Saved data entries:
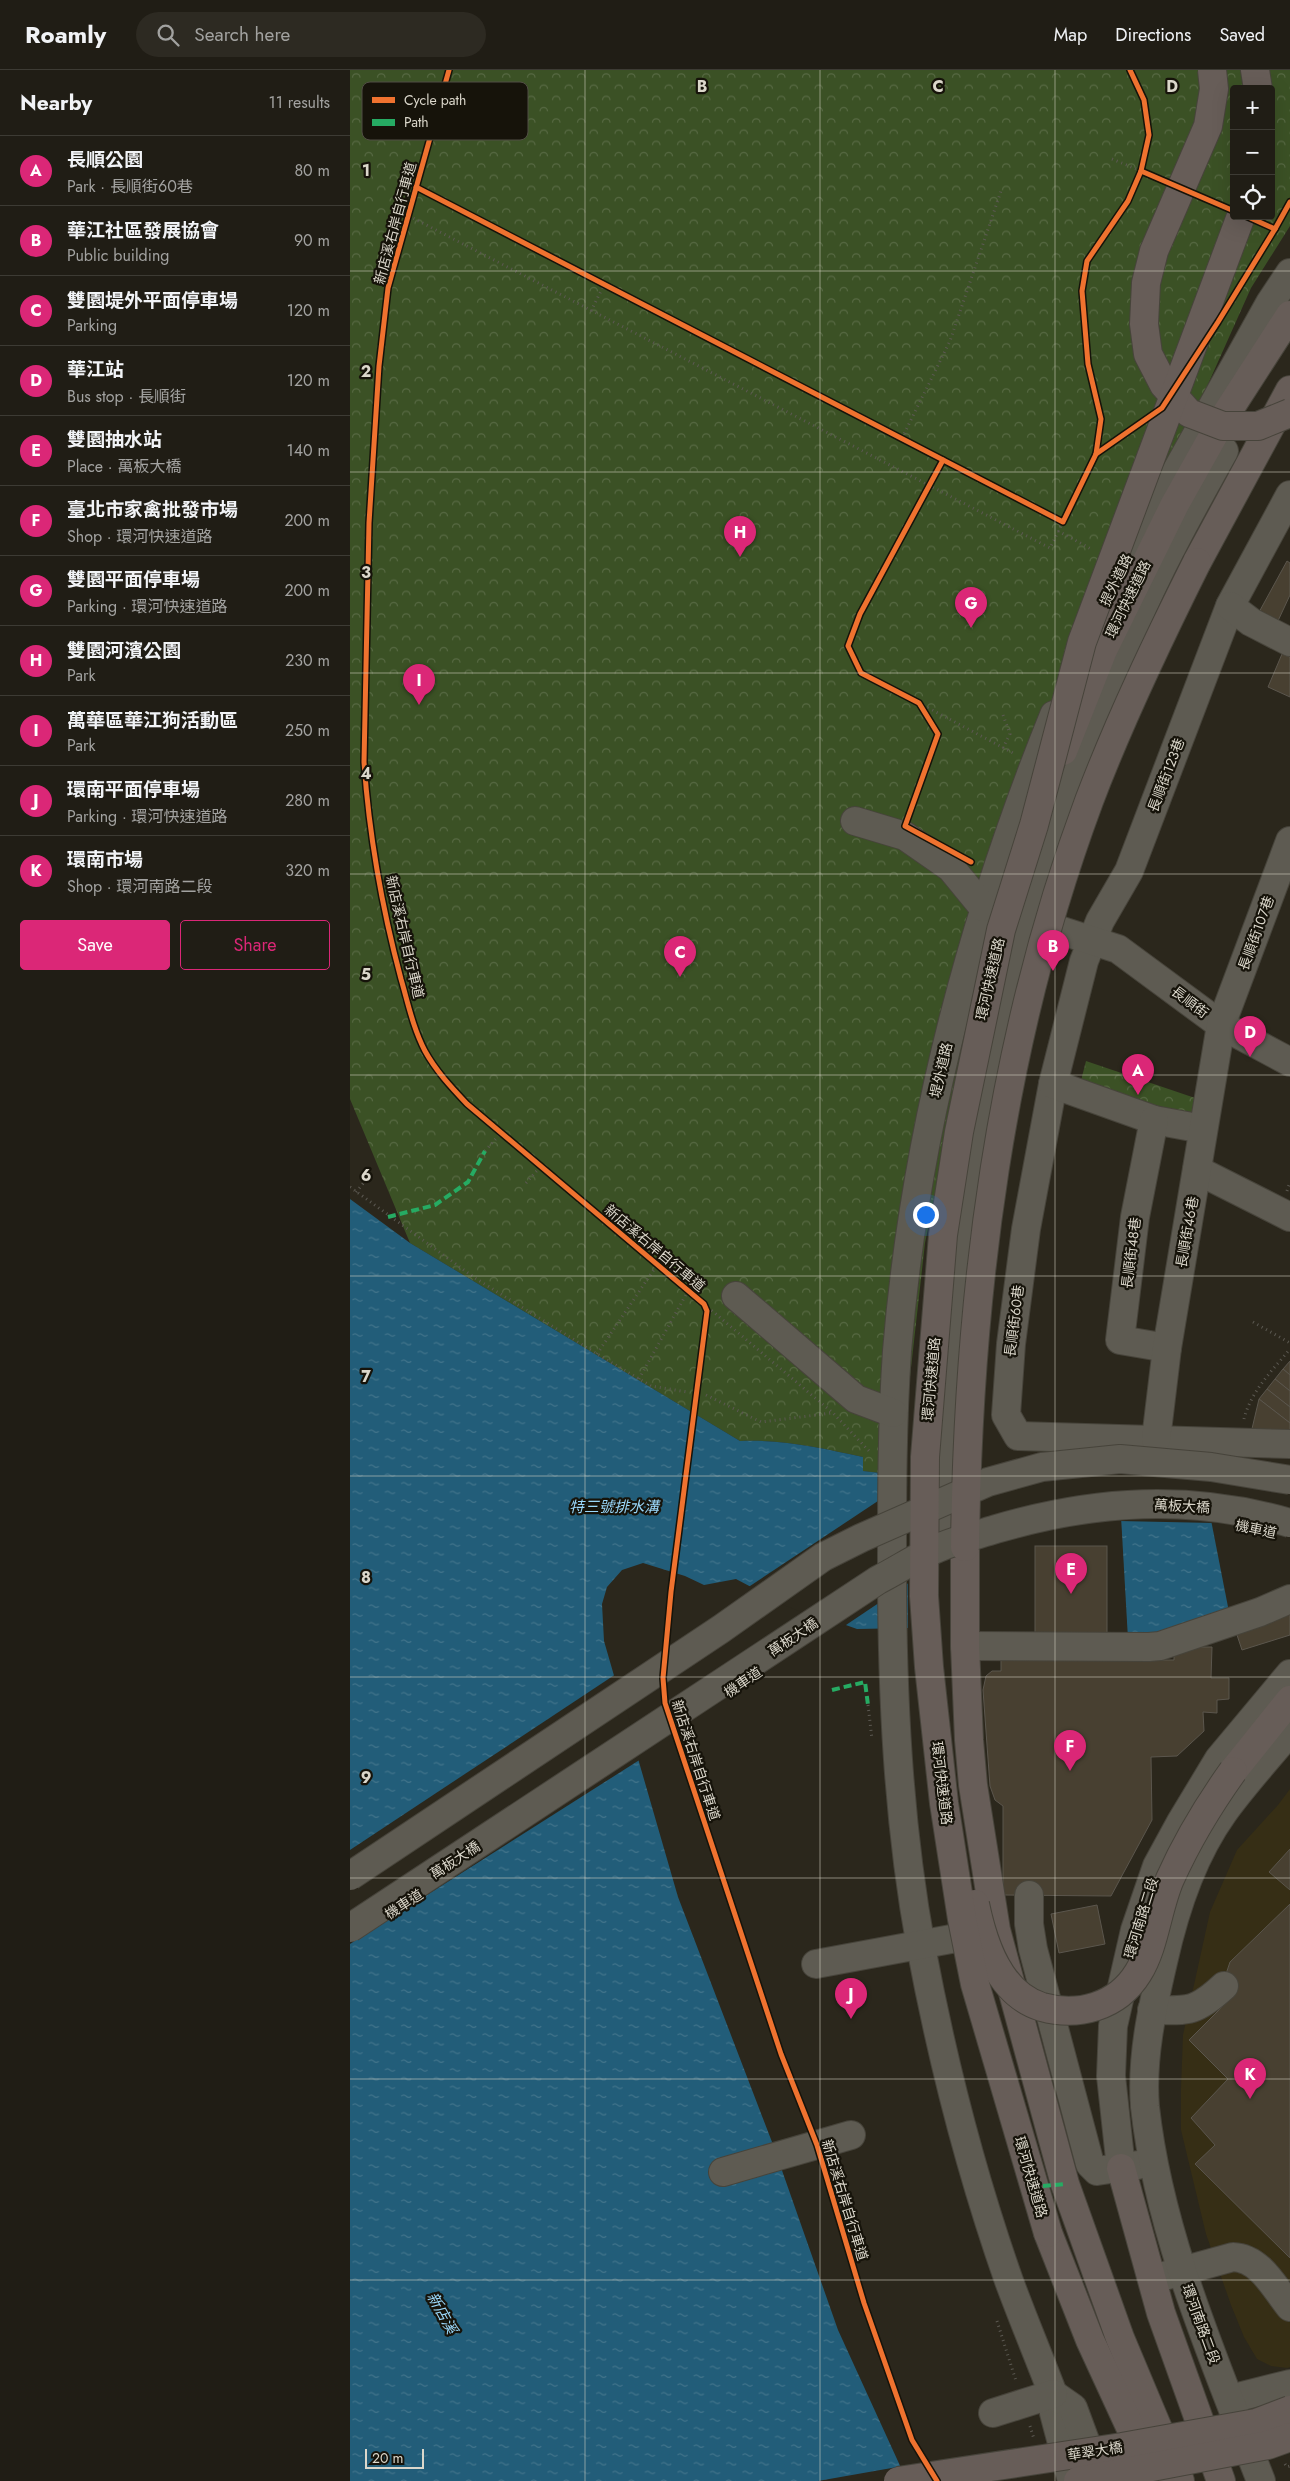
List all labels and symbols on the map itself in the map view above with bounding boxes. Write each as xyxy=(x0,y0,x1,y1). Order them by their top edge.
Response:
text: B xyxy=(697,75,707,98)
text: C xyxy=(932,75,944,98)
text: D xyxy=(1166,75,1178,98)
legend xyxy=(362,82,528,140)
text: Cycle path xyxy=(404,90,466,110)
text: Path xyxy=(404,112,429,132)
text: 1 xyxy=(362,159,370,182)
street label: 新店溪右岸自行車道 xyxy=(369,160,421,286)
text: 2 xyxy=(361,360,371,383)
pin: H xyxy=(724,516,756,557)
street label: 提外道路 xyxy=(1095,550,1137,610)
street label: 環河快速道路 xyxy=(1101,557,1155,641)
text: 3 xyxy=(361,561,371,584)
pin: G xyxy=(955,587,987,628)
pin: I xyxy=(403,664,435,705)
street label: 長順街123巷 xyxy=(1143,735,1189,815)
text: 4 xyxy=(360,762,372,785)
street label: 新店溪右岸自行車道 xyxy=(381,873,429,1001)
street label: 長順街107巷 xyxy=(1233,893,1279,973)
pin: B xyxy=(1037,930,1069,971)
pin: C xyxy=(664,936,696,977)
street label: 環河快速道路 xyxy=(971,936,1009,1022)
text: 5 xyxy=(361,963,371,986)
street label: 長順街 xyxy=(1167,981,1213,1023)
pin: D xyxy=(1234,1016,1266,1057)
street label: 堤外道路 xyxy=(925,1040,957,1100)
pin: A xyxy=(1122,1054,1154,1095)
text: 6 xyxy=(361,1164,371,1187)
street label: 長順街46巷 xyxy=(1171,1195,1203,1269)
street label: 新店溪右岸自行車道 xyxy=(600,1200,710,1296)
your location xyxy=(913,1202,939,1228)
street label: 長順街48巷 xyxy=(1117,1216,1145,1290)
street label: 長順街60巷 xyxy=(1000,1284,1028,1358)
street label: 環河快速道路 xyxy=(917,1336,945,1422)
text: 7 xyxy=(361,1365,371,1388)
street label: 萬板大橋 xyxy=(1154,1495,1210,1517)
water label: 特三號排水溝 xyxy=(569,1496,661,1518)
street label: 機車道 xyxy=(1233,1515,1279,1543)
pin: E xyxy=(1055,1553,1087,1594)
text: 8 xyxy=(361,1566,371,1589)
street label: 萬板大橋 xyxy=(764,1613,822,1661)
street label: 機車道 xyxy=(720,1662,766,1702)
street label: 新店溪右岸自行車道 xyxy=(667,1697,725,1823)
pin: F xyxy=(1054,1730,1086,1771)
street label: 環河快速道路 xyxy=(927,1740,957,1826)
text: 9 xyxy=(361,1766,371,1789)
street label: 萬板大橋 xyxy=(426,1836,484,1884)
street label: 環河南路二段 xyxy=(1119,1875,1163,1961)
street label: 機車道 xyxy=(381,1884,427,1924)
pin: J xyxy=(835,1978,867,2019)
pin: K xyxy=(1234,2058,1266,2099)
street label: 環河快速道路 xyxy=(1010,2134,1052,2220)
street label: 新店溪右岸自行車道 xyxy=(817,2137,873,2263)
street label: 環河南路二段 xyxy=(1177,2281,1225,2367)
water label: 新店溪 xyxy=(421,2288,463,2340)
street label: 華翠大橋 xyxy=(1066,2437,1124,2465)
scale bar xyxy=(365,2446,424,2469)

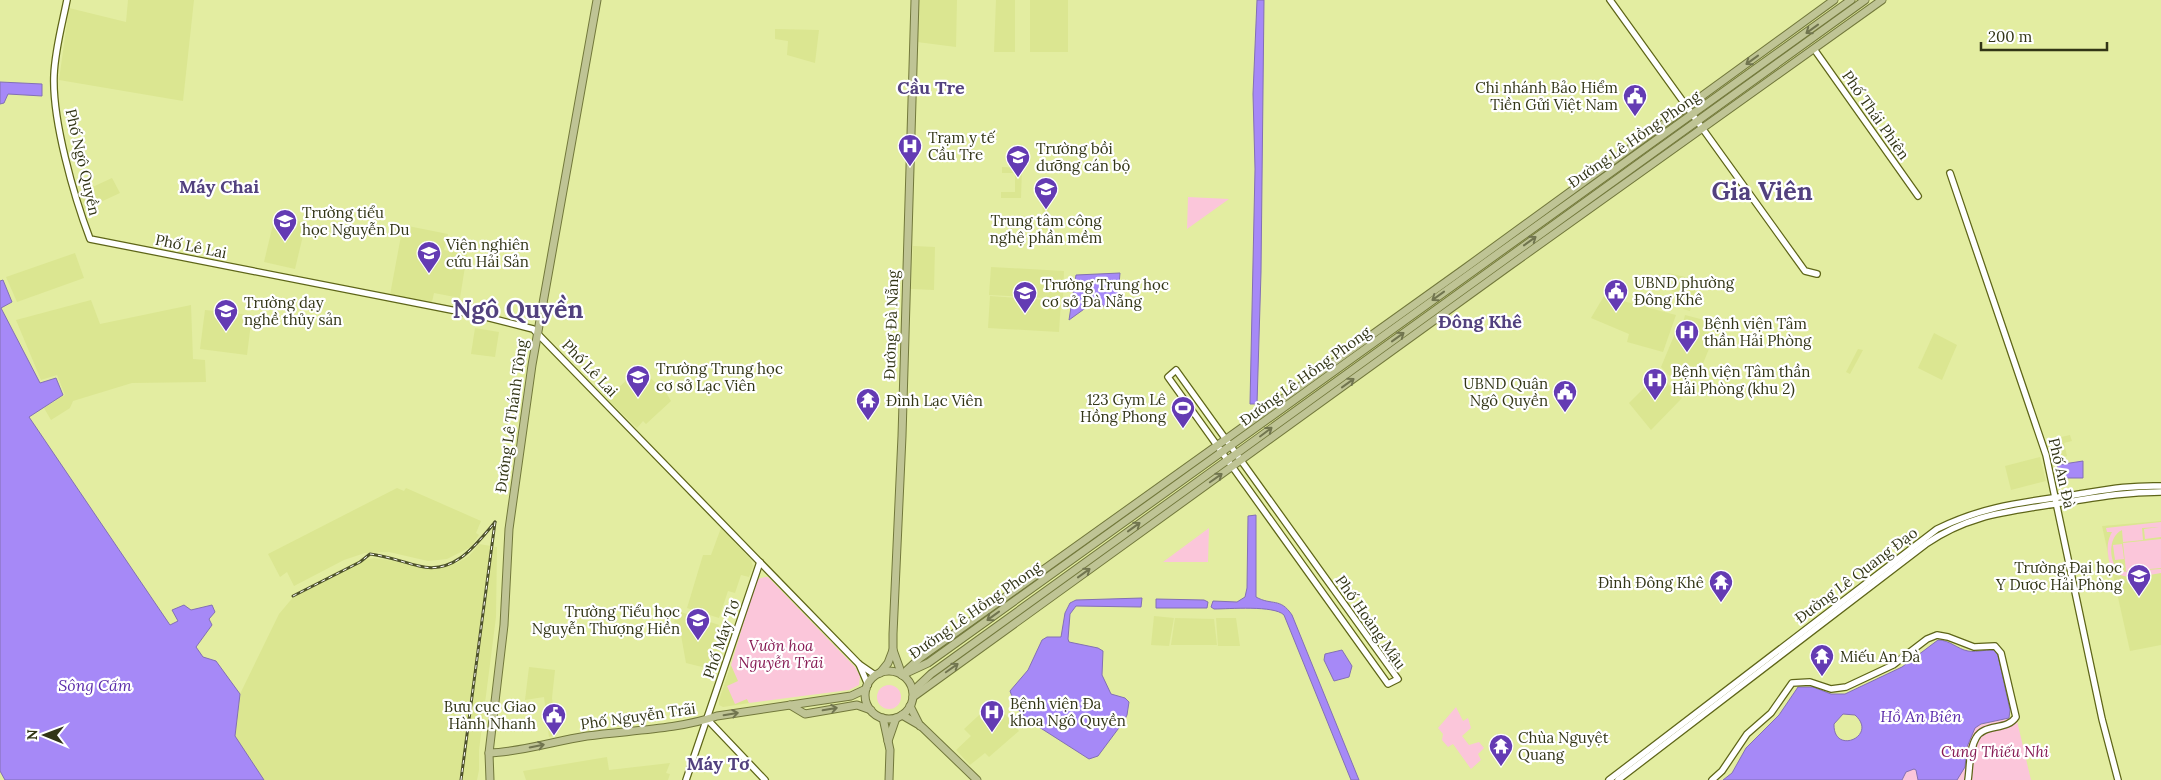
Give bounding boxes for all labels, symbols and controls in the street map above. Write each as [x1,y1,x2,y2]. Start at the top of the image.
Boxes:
scale bar [1981,20,2107,52]
one-way arrow [1806,23,1819,34]
text: 200 m [1988,27,2032,46]
one-way arrow [1746,54,1759,65]
street label: Phố Thái Phiên [1838,67,1914,163]
district label: Cầu Tre [897,76,965,99]
place label: Chi nhánh Bảo Hiểm Tiền Gửi Việt Nam [1475,78,1618,114]
public building icon: Chi nhánh Bảo Hiểm Tiền Gửi Việt Nam [1622,83,1648,117]
street label: Đường Lê Hồng Phong [1564,86,1704,192]
street label: Phố Ngô Quyền [61,107,105,217]
place label: Trạm y tế Cầu Tre [928,128,996,164]
hospital icon: Trạm y tế Cầu Tre [897,133,923,167]
place label: Trường bồi dưỡng cán bộ [1036,139,1131,175]
school or university icon: Trường bồi dưỡng cán bộ [1005,144,1031,178]
district label: Máy Chai [179,175,259,198]
district label: Gia Viên [1711,175,1813,207]
school or university icon: Trung tâm công nghệ phần mềm [1033,176,1059,210]
place label: Trường tiểu học Nguyễn Du [302,203,409,239]
school or university icon: Trường tiểu học Nguyễn Du [272,208,298,242]
place label: Trung tâm công nghệ phần mềm [990,211,1102,247]
street label: Phố Lê Lai [154,230,228,262]
place label: Viện nghiên cứu Hải Sản [445,235,529,271]
one-way arrow [1522,236,1536,246]
school or university icon: Viện nghiên cứu Hải Sản [416,240,442,274]
street label: Đường Đà Nẵng [880,269,902,380]
place label: UBND phường Đông Khê [1634,273,1735,309]
place label: Trường Trung học cơ sở Đà Nẵng [1042,275,1169,311]
public building icon: UBND phường Đông Khê [1603,278,1629,312]
school or university icon: Trường Trung học cơ sở Đà Nẵng [1012,280,1038,314]
one-way arrow [1432,291,1445,302]
place label: Trường dạy nghề thủy sản [244,293,342,329]
district label: Ngô Quyền [453,293,583,325]
school or university icon: Trường dạy nghề thủy sản [213,298,239,332]
district label: Đông Khê [1438,310,1522,333]
place label: Bệnh viện Tâm thần Hải Phòng [1704,314,1812,350]
hospital icon: Bệnh viện Tâm thần Hải Phòng [1674,319,1700,353]
street label: Đường Lê Hồng Phong [1236,322,1375,430]
one-way arrow [1391,332,1405,342]
street label: Phố Lê Lai [558,335,622,401]
street label: Đường Lê Thánh Tông [491,338,531,494]
place label: Trường Trung học cơ sở Lạc Viên [656,359,783,395]
place label: Bệnh viện Tâm thần Hải Phòng (khu 2) [1672,362,1810,399]
school or university icon: Trường Trung học cơ sở Lạc Viên [625,364,651,398]
hospital icon: Bệnh viện Tâm thần Hải Phòng (khu 2) [1642,367,1668,401]
place label: UBND Quận Ngô Quyền [1463,374,1548,410]
one-way arrow [1341,378,1355,388]
public building icon: UBND Quận Ngô Quyền [1552,379,1578,413]
temple icon: Đình Lạc Viên [855,387,881,421]
place label: 123 Gym Lê Hồng Phong [1080,390,1167,426]
place label: Đình Lạc Viên [886,391,983,410]
sports icon: 123 Gym Lê Hồng Phong [1170,395,1196,429]
one-way arrow [1259,427,1273,437]
street label: Phố An Đà [2045,436,2079,510]
one-way arrow [1209,473,1223,483]
one-way arrow [1127,522,1141,532]
street label: Đường Lê Quang Đạo [1791,523,1921,627]
street label: Đường Lê Hồng Phong [905,557,1045,663]
place label: Trường Đại học Y Dược Hải Phòng [1995,558,2123,594]
school or university icon: Trường Đại học Y Dược Hải Phòng [2126,563,2152,597]
one-way arrow [1077,568,1091,578]
temple icon: Đình Đông Khê [1708,569,1734,603]
street label: Phố Hoàng Mậu [1332,571,1410,673]
place label: Đình Đông Khê [1598,573,1704,592]
street label: Phố Máy Tơ [699,597,743,681]
place label: Trường Tiểu học Nguyễn Thượng Hiền [532,602,680,638]
school or university icon: Trường Tiểu học Nguyễn Thượng Hiền [685,607,711,641]
one-way arrow [986,611,1000,621]
park label: Vườn hoa Nguyễn Trãi [738,636,824,672]
temple icon: Miếu An Đà [1809,643,1835,677]
place label: Miếu An Đà [1840,647,1921,666]
one-way arrow [945,663,959,673]
water label: Sông Cấm [58,675,132,695]
place label: Bệnh viện Đa khoa Ngô Quyền [1010,694,1126,730]
place label: Bưu cục Giao Hành Nhanh [444,697,536,733]
street label: Phố Nguyễn Trãi [579,699,697,733]
hospital icon: Bệnh viện Đa khoa Ngô Quyền [979,699,1005,733]
public building icon: Bưu cục Giao Hành Nhanh [541,702,567,736]
one-way arrow [822,704,838,714]
water label: Hồ An Biên [1880,706,1962,726]
one-way arrow [723,708,739,718]
north arrow [20,710,70,760]
place label: Chùa Nguyệt Quang [1518,728,1609,764]
text: N [23,729,41,740]
temple icon: Chùa Nguyệt Quang [1488,733,1514,767]
one-way arrow [528,740,544,750]
park label: Cung Thiếu Nhi [1941,742,2049,761]
district label: Máy Tơ [686,752,750,775]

- _Work task_
Return each line of the entries that holds the string "Hồng".

- _Answer below_
street label: Đường Lê Hồng Phong [1564,86,1704,192]
street label: Đường Lê Hồng Phong [1236,322,1375,430]
place label: 123 Gym Lê Hồng Phong [1080,390,1167,426]
sports icon: 123 Gym Lê Hồng Phong [1170,395,1196,429]
street label: Đường Lê Hồng Phong [905,557,1045,663]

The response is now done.